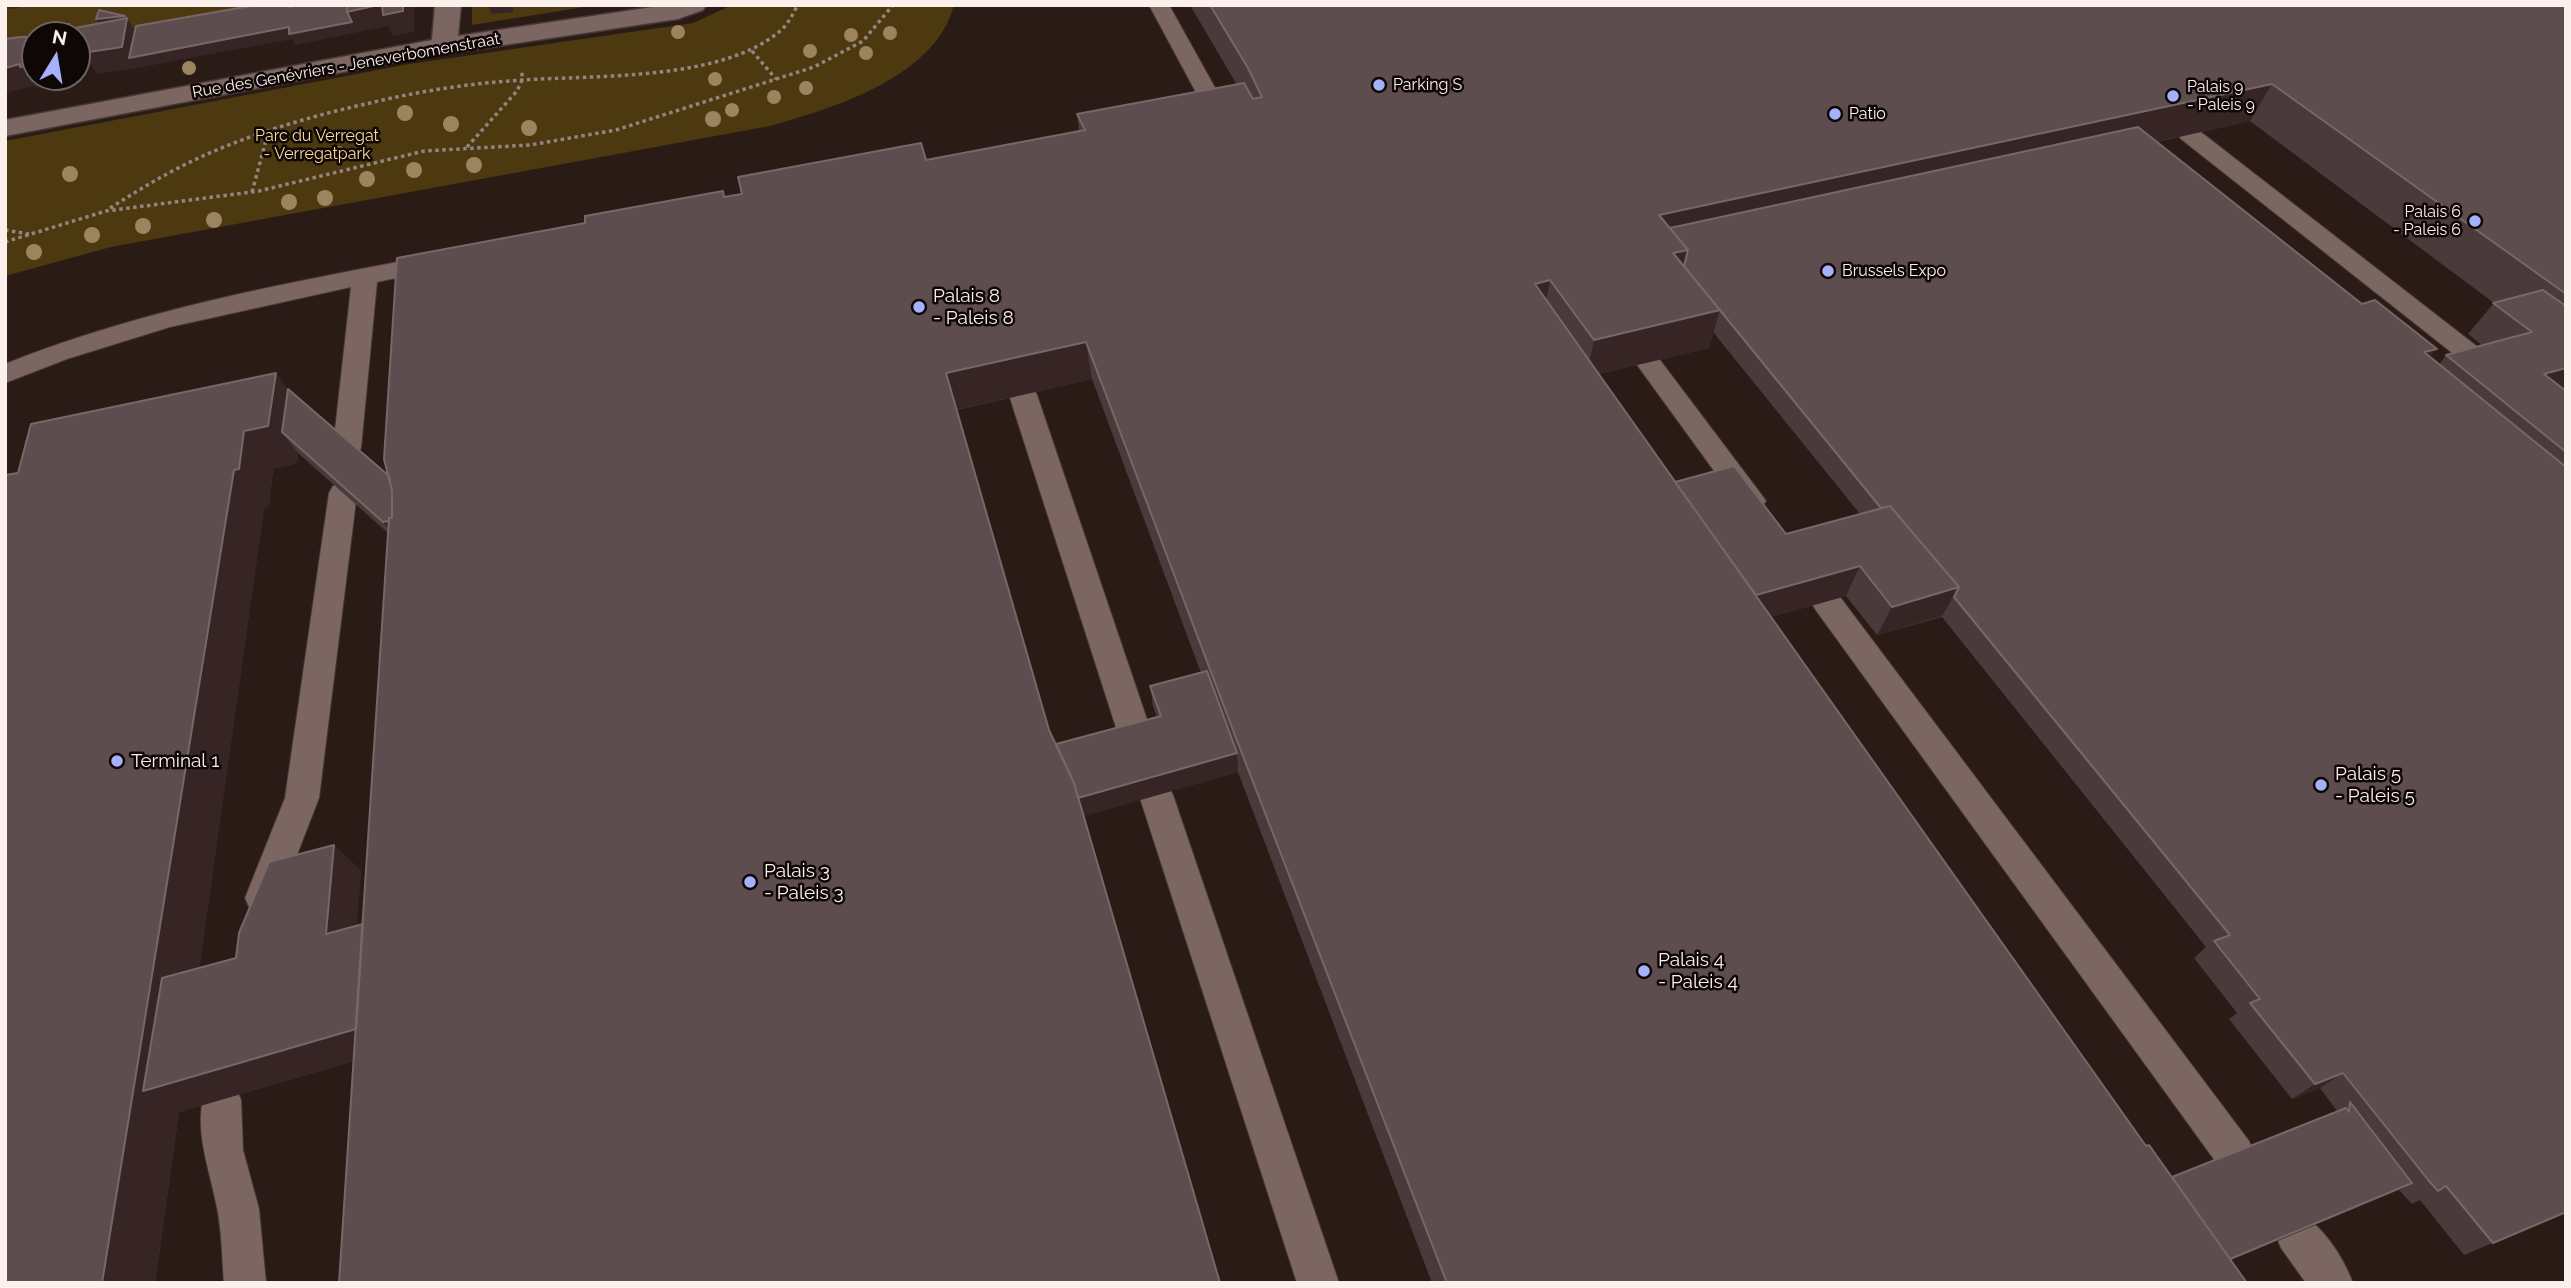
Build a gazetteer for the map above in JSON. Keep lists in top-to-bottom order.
{
  "streets": {
    "street": ["Rue des Genévriers - Jeneverbomenstraat"]
  },
  "parks": ["Parc du Verregat - Verregatpark"],
  "places": [
    "Parking S",
    "Palais 9 - Paleis 9",
    "Patio",
    "Palais 6 - Paleis 6",
    "Brussels Expo",
    "Palais 8 - Paleis 8",
    "Terminal 1",
    "Palais 5 - Paleis 5",
    "Palais 3 - Paleis 3",
    "Palais 4 - Paleis 4"
  ],
  "north": "top"
}
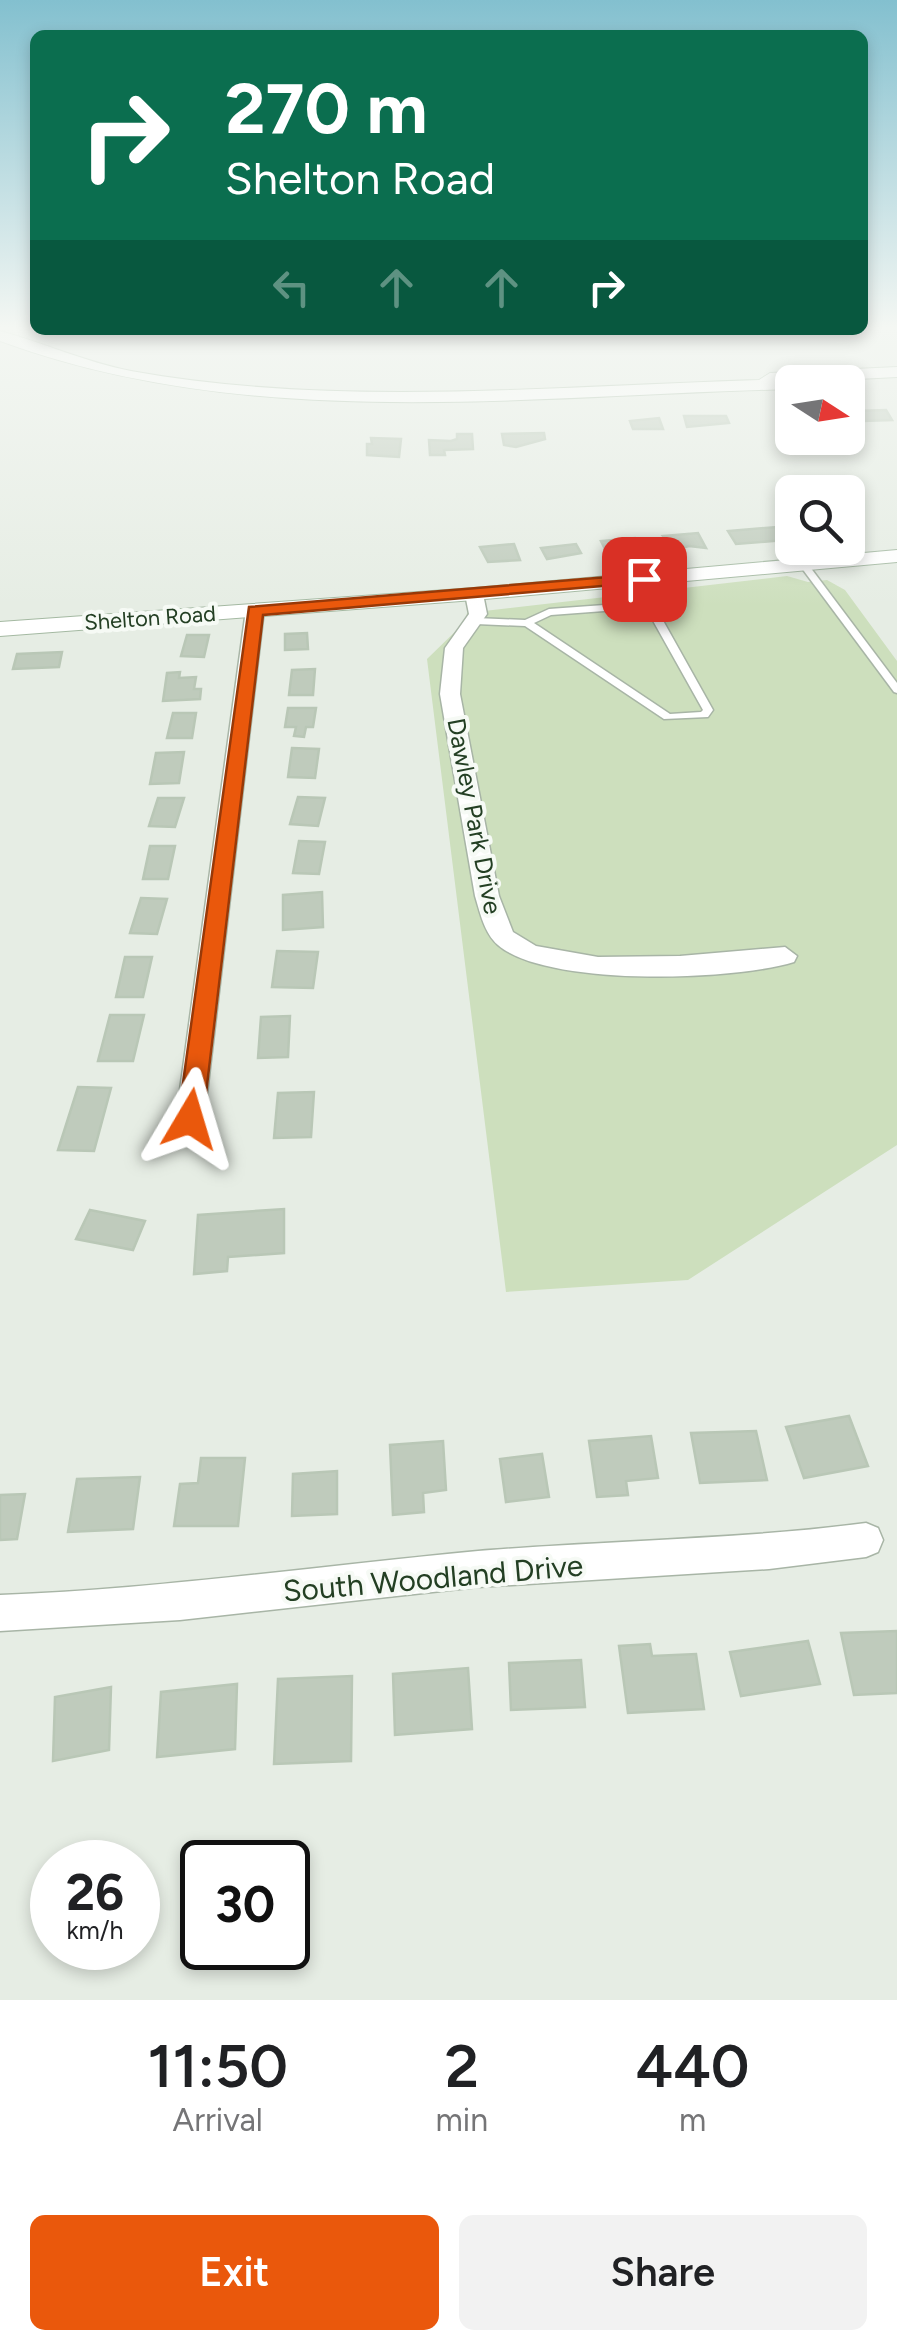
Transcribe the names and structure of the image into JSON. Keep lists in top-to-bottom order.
====
■ **Your goal**:
Repeat all of the entries above word for word and omit the pictures.

■ **Answer**:
Build a gazetteer for the map above in JSON. Keep lists in top-to-bottom order.
{
  "streets": {
    "street": ["Rue des Genévriers - Jeneverbomenstraat"]
  },
  "parks": ["Parc du Verregat - Verregatpark"],
  "places": [
    "Parking S",
    "Palais 9 - Paleis 9",
    "Patio",
    "Palais 6 - Paleis 6",
    "Brussels Expo",
    "Palais 8 - Paleis 8",
    "Terminal 1",
    "Palais 5 - Paleis 5",
    "Palais 3 - Paleis 3",
    "Palais 4 - Paleis 4"
  ],
  "north": "top"
}
Transcribe the names and structure of the image into JSON. Keep lists in top-to-bottom order.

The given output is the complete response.